Chris Cuomo on Tuesday morning grilled Sen. Chuck Grassley of Iowa over what the CNN anchor dubbed “selective outrage” regarding classified-information leaks, which became a focus of a House hearing the day before.
In an interview on CNN’s “New Day,” Cuomo asked whether Republicans’ condemnation of leakers was a “distraction” from the law-enforcement investigation into potential ties between President Donald Trump’s campaign staff and Russia before the 2016 election.
Cuomo said many Republicans touted leaks from the FBI’s investigation into 2016 Democratic nominee Hillary Clinton’s use of a private email server.
“Didn’t see this interest from you or the Republicans from the Clinton email investigation, about the Blumenthal emails, about speculation about indictments and things that turned out to be not true,” Cuomo said. “Where was your interest in leaks then?”
The Iowa senator acknowledged that some Republicans were displeased with FBI Director James Comey’s decision not to indict Clinton in July but were pleased with his decision in October to continue investigating the former secretary of state’s handling of classified information.
Grassley added that the election and the investigation into Clinton’s emails were “settled” and people should focus on the leaks of sensitive government information, as well as potential ties between the Trump campaign and the Russians.
“We didn’t like what he did in July, but in October, we did,” Grassley said. “Maybe that’s just a characteristic of what you consider to be the most political value. And I don’t know whether you ought to take into consideration what goes on in a campaign that seems to have equal consideration from the Republican and Democratic side and equate that with what we’re doing now.”
Cuomo continued to press the Iowa senator, saying Trump and congressional Republicans’ criticism of leakers “just seems to be a little bit selective outrage.”
“It may be selective outrage,” Grassley replied, but he added that it was precarious to equate recent information with leaks that emerged late in the presidential campaign.

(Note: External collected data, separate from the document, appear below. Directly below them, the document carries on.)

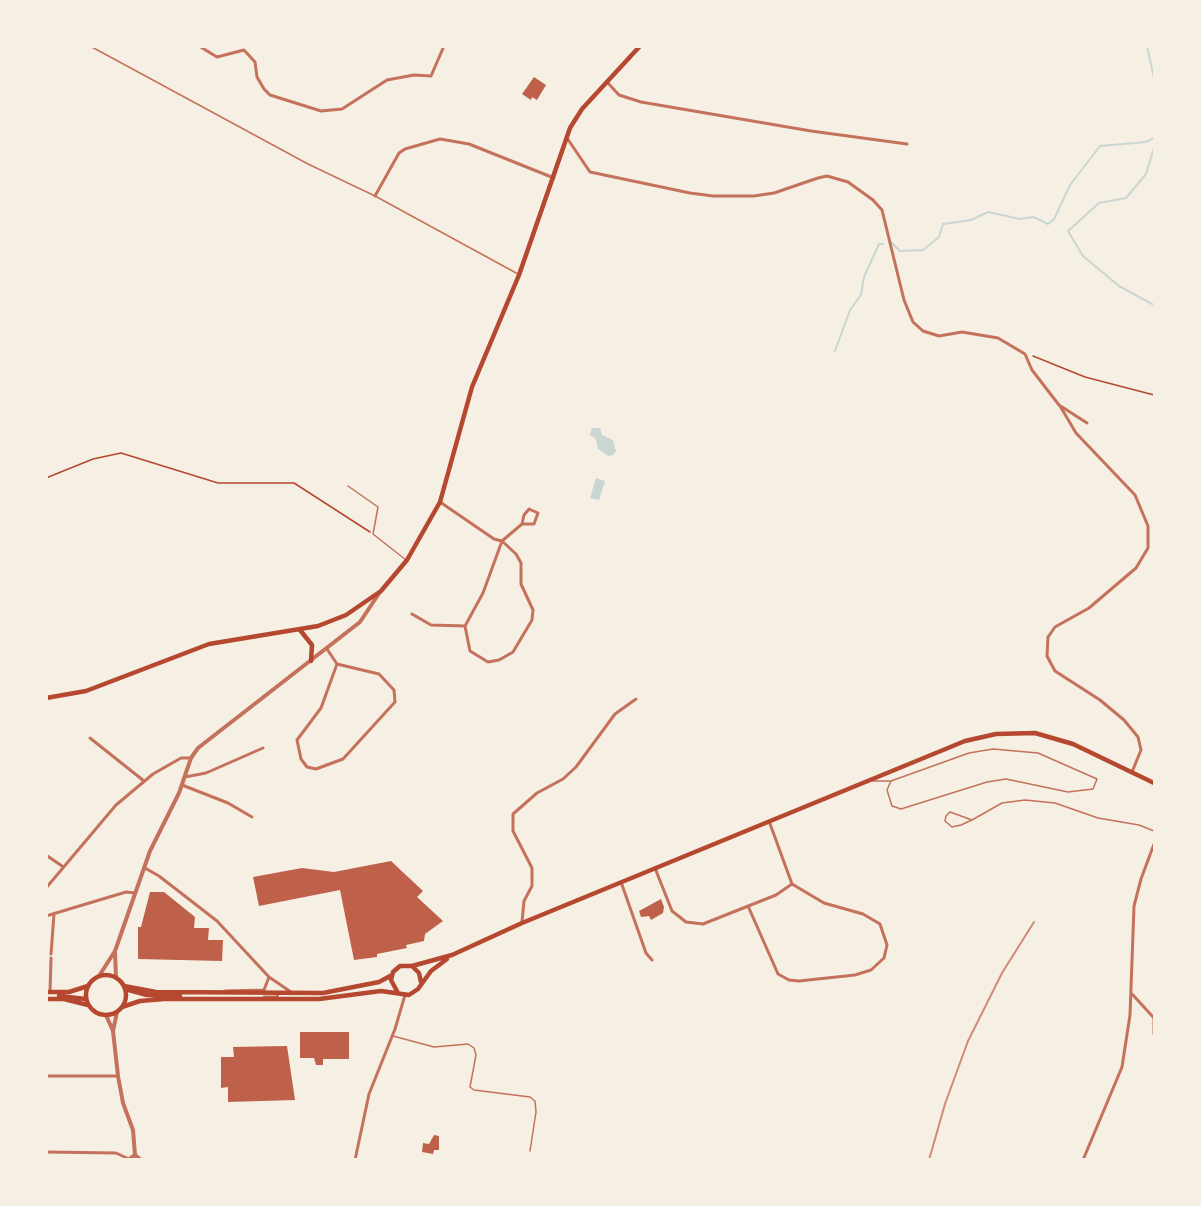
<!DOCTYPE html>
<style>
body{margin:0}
#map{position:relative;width:1201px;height:1206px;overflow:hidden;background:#f6efe4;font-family:Manrope,sans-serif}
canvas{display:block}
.frame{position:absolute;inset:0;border:48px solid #f6efe4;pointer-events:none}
</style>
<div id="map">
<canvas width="1201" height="1206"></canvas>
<div class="frame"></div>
</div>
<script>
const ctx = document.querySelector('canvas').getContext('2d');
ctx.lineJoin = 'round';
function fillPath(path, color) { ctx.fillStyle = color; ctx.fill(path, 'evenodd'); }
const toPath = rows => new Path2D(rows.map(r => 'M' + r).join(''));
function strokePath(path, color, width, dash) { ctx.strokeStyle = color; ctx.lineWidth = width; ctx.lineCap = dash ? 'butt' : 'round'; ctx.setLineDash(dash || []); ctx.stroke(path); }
const water = toPath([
 [592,428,600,428,602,435,613,440,616,451,613,455,608,456,598,449,596,439,590,435],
 [596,478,605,481,599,500,590,498]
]);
const stream = toPath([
 [1147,46,1154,78],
 [1154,148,1146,174,1126,198,1099,203,1068,231,1083,256,1119,286,1154,305],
 [892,243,900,251,923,250,939,237,943,224,971,220,988,212,1020,219,1034,217,1048,224,1054,219,1070,185,1100,146,1146,142,1154,138],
 [835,351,850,310,861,295,864,277,879,244,883,244]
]);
const building = toPath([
 [534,77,546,85,537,100,532,97,531,100,522,94],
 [391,861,423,891,417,897,443,921,425,934,424,941,406,945,407,948,377,954,377,957,354,960,340,890,259,906,253,877,302,868,334,872],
 [150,892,164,892,195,917,194,928,209,928,208,940,223,940,222,961,138,959,138,927,141,927],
 [661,899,664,907,663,913,651,920,649,916,641,917,639,911],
 [300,1032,349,1032,349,1059,323,1059,323,1065,316,1065,314,1058,300,1058],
 [287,1046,295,1100,228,1102,228,1087,221,1088,221,1057,234,1057,233,1047],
 [434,1135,439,1136,439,1150,434,1150,433,1154,422,1152,423,1143,429,1144]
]);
const path = toPath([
 [1033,356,1085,377,1154,395],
 [46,478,93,459,121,453,218,483,294,483,370,532]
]);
const service = toPath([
 [90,46,308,164,375,196,518,274],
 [348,486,378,507,373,534,406,560],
 [873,781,891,781,969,753,993,749,1038,753,1097,779,1093,789,1068,792,1006,779,987,782,901,809,892,806,887,790,891,781],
 [972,820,950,812,946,816,945,821,952,827,961,825,972,820,1002,803,1025,800,1055,803,1098,818,1139,825,1154,831],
 [393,1036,434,1047,468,1044,474,1048,476,1055,470,1087,474,1090,530,1097,535,1101,536,1112,530,1151]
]);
const minor = toPath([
 [199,46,217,57,244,50,255,62,257,77,264,89,270,95,321,111,342,109,387,80,414,75,431,76,444,46],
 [607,82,619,95,641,102,811,131,907,144],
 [567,138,590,172,690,193,713,196,754,196,774,193,818,178,827,176,848,182,873,200,882,210,904,300,913,322,923,331,939,336,962,332,998,338,1025,354,1032,370,1059,405,1087,423],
 [375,196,399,153,405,149,440,139,469,144,554,178],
 [1060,406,1076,433,1135,495,1148,526,1148,548,1136,568,1089,608,1055,627,1048,637,1047,656,1055,671,1100,700,1124,720,1138,737,1141,750,1132,772],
 [440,502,494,539,502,541,522,524,534,524,538,513,529,509,524,515,522,524],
 [412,614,431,625,465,626,483,593,502,541,516,554,521,563,521,584,533,610,532,620,513,652,499,660,488,662,470,651,465,626],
 [327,649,337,664,321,708,297,740,301,759,307,767,316,769,343,759,395,702,394,690,379,674,337,664],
 [90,738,144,781],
 [185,777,206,773,263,748],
 [182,785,228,803,252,817],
 [46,855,62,866],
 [145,868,159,876,217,921,269,977,291,992],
 [655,868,672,911,686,922,703,924,776,895,792,884,769,821],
 [621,882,646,953,652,960],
 [46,888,116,805,153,774,181,758,191,758],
 [748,906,778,974,789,980,799,981,855,975,871,970,884,958,887,945,880,924,863,914,824,903,792,884],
 [46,916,126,892,135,893],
 [522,922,524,901,532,886,532,868,513,831,513,814,537,793,563,779,576,767,615,714,636,699],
 [51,954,54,914],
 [225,991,264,990,269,977],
 [50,992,51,958],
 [1132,994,1154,1018,1154,1034],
 [264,997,277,997,278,993],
 [46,1076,118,1076],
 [46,1152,116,1153,129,1159],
 [355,1160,369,1094,395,1029,405,995],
 [1083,1160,1122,1067,1130,1015,1134,906,1141,879,1154,844]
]);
const tertiary = toPath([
 [115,952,116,978],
 [99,976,115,951,150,851,179,793,191,758,198,748,360,622,380,592],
 [117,1012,113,1031,118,1076,123,1103,133,1130,135,1155],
 [106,1015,113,1031],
 [128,1160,135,1155,141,1160]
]);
const secondary = toPath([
 [300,630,312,645,311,661],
 [46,698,86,691,209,644,318,626,346,615,381,591,407,560,440,502,472,387,519,275,570,128,582,109,640,46]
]);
const primary = toPath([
 [412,966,419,973,421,982],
 '86 995a20 20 0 1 1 40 0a20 20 0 1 1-40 0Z',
 [124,986,156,992,323,993,379,982,392,975],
 [125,989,147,995,180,996],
 [46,992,69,992,88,986],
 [398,993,391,980,393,972,400,966,412,966,452,955,522,923,965,741,996,734,1035,733,1073,744,1154,783],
 [59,996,86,999],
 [46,999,64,999,88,1005],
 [122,1007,140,1001,164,999,319,999,381,991,409,995,418,989,431,971,447,959]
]);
const rail = toPath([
 [929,1160,945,1104,968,1041,1002,973,1034,922]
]);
fillPath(water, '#c9d6d2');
strokePath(stream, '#c9d6d2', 2);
fillPath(building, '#bf614a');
strokePath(path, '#b5482f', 1.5);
strokePath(service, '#c5725c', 1.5);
strokePath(minor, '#c5725c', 3);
strokePath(tertiary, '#c5725c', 4);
strokePath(secondary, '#b5482f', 4.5);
strokePath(primary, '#b5482f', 4.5);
strokePath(rail, '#cf8b77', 2);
</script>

The exchange came after daylong testimony from Comey and Adm. Mike Rogers, the National Security Agency director, in front of the House Intelligence Committee, where the two discussed investigations into Russia’s meddling in the 2016 campaign.
While many Democrats pressed the two to explicitly link Trump campaign officials to Russia, Republicans railed against embarrassing leaks about the ongoing investigation.